Yo tenía mucha sed. De repente sentía la boca seca y no podía dejar de mirar el agua y el karkadé que había sobre la mesa. El capitán, que conservaba aún las cincuenta o sesenta sanguijuelas que le habían mordido en la cisterna, se acercó inseguro hasta las copas y, cogiéndolas con pulso tembloroso, nos entregó una a Farag y otra a mí. Luego, bebió también del agua como un camello sediento, incapaz de controlarse. Farag eliminó el último de los gusanos que había en mi cuerpo y empezó a socorrer a Glauser-Róist, que, blanco como el papel, se tambaleaba sobre sus piernas igual que un borracho. Me apoyé, mareada, contra el suave tapiz de la pared y noté enseguida como se empapaba y se volvía pringoso. Hubiera dado cualquier cosa por poder beber más, pero la misma deshidratación y la terrible debilidad que me inmovilizaba no me lo permitieron. Incontables hilillos de sangre fluían de mis heridas en forma de estrella. Era un fluir imparable, que formaba charquitos dentro de mis zapatos y alrededor de ellos, en el suelo.

– ¡Bebe, Ottavia! -escuché decir a Farag desde muy lejos-. ¡Bebe, amor mío, bebe!

Su voz era casi inaudible pero en los labios noté de nuevo el borde de una copa. Me zumbaban los oídos; oía las notas interminables de cientos de ocarinas. Recuerdo haber entreabierto los ojos justo antes de caer inconsciente al suelo: el capitán, lleno de gusanos, yacía desvanecido junto a uno de los bancos de piedra, y Farag, frente a mí, estaba pálido y ojeroso, con las mejillas y los ojos hundidos, y su imagen anhelante y borrosa fue mi último recuerdo.

Estuvimos muy débiles durante una semana. Los hombres que nos cuidaban se esforzaban por hacernos beber mucho líquido y comer unas gachas que sabían a puré de verduras. Aún así, nos costó bastante recuperarnos de aquella salvaje pérdida de sangre. Mis períodos de inconsciencia eran prolongados y recuerdo haber vivido largos delirios y extrañas alucinaciones en las que las cosas más absurdas eran lógicas y posibles.
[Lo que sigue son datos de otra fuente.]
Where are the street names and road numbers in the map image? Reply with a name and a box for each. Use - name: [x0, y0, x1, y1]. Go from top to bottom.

Cuando los hombres nos daban de comer o de beber, abría levemente los ojos y veía un techo de cañas a través de las cuales se filtraban los rayos del sol. No estaba segura de si aquella imagen era real o formaba parte de mis desvaríos pero, en cualquier caso, yo no era yo, así que daba igual.
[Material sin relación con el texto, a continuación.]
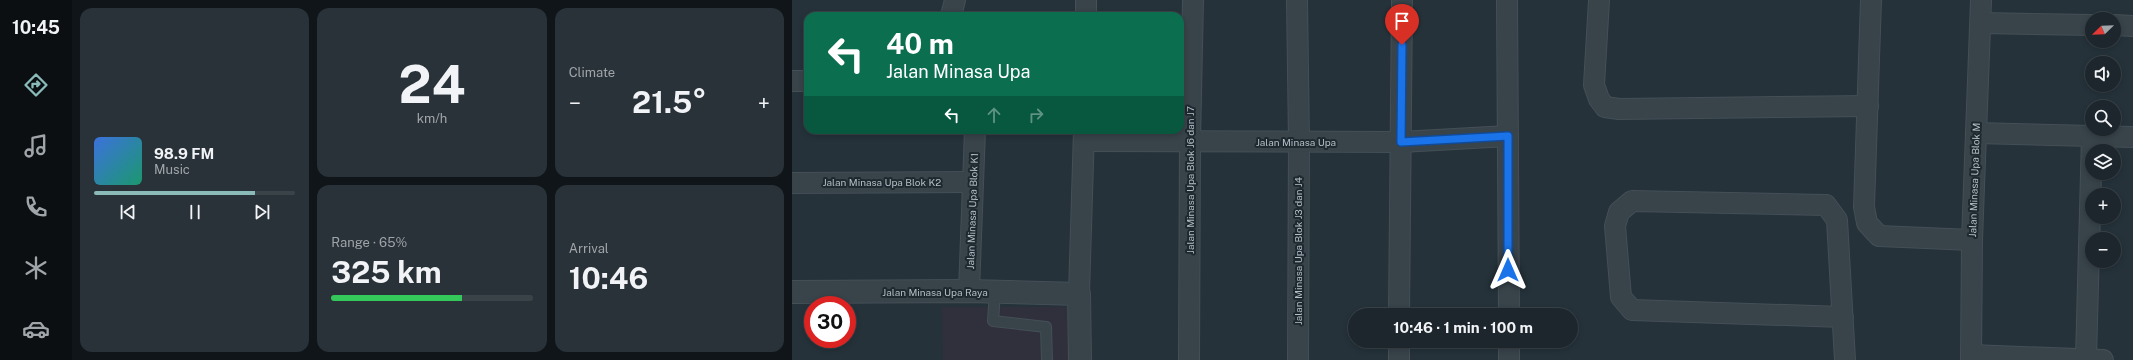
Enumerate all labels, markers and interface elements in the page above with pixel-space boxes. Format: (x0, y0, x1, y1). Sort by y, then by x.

El segundo o tercer día -no podría precisarlo-, me di cuenta de que estábamos en un barco. Las oscilaciones y el ruido del agua contra el casco, cerca de mi cabeza, dejaron de formar parte sólo de mis pesadillas. También por aquellos días recuerdo haber buscado a Farag con la mirada y haberlo encontrado junto a mí, desvanecido, pero no tenía fuerzas para incorporarme y aproximarme a él. En mis sueños le veía iluminado por una luz anaranjada y le oía decir con voz triste: «Vosotros, al menos, tenéis el consuelo de creer que dentro de poco empezaréis una nueva vida. Yo dormiré para siempre.» Estiraba mis brazos hacia él para cogerle, para pedirle que no me abandonara, que no se fuera, que volviera conmigo, pero él, sonriendo con nostalgia, me decía: «Durante bastante tiempo tuve miedo de la muerte, pero no me consentí la debilidad de creer en un Dios para ahorrarme ese temor. Después, descubrí que, al acostarme cada noche y dormir, también estaba muriendo un poco. El proceso es el mismo, ¿no lo sabías? ¿Recuerdas la mitología griega? Los hermanos gemelos, Hipnos, el sueño, y Thánatos, la muerte, hijos de la Noche… ¿te acuerdas?» Su imagen se convertía entonces en el perfil borroso que había visto antes de desvanecerme en la sala de banquetes funerarios de Kom el-Shoqafa.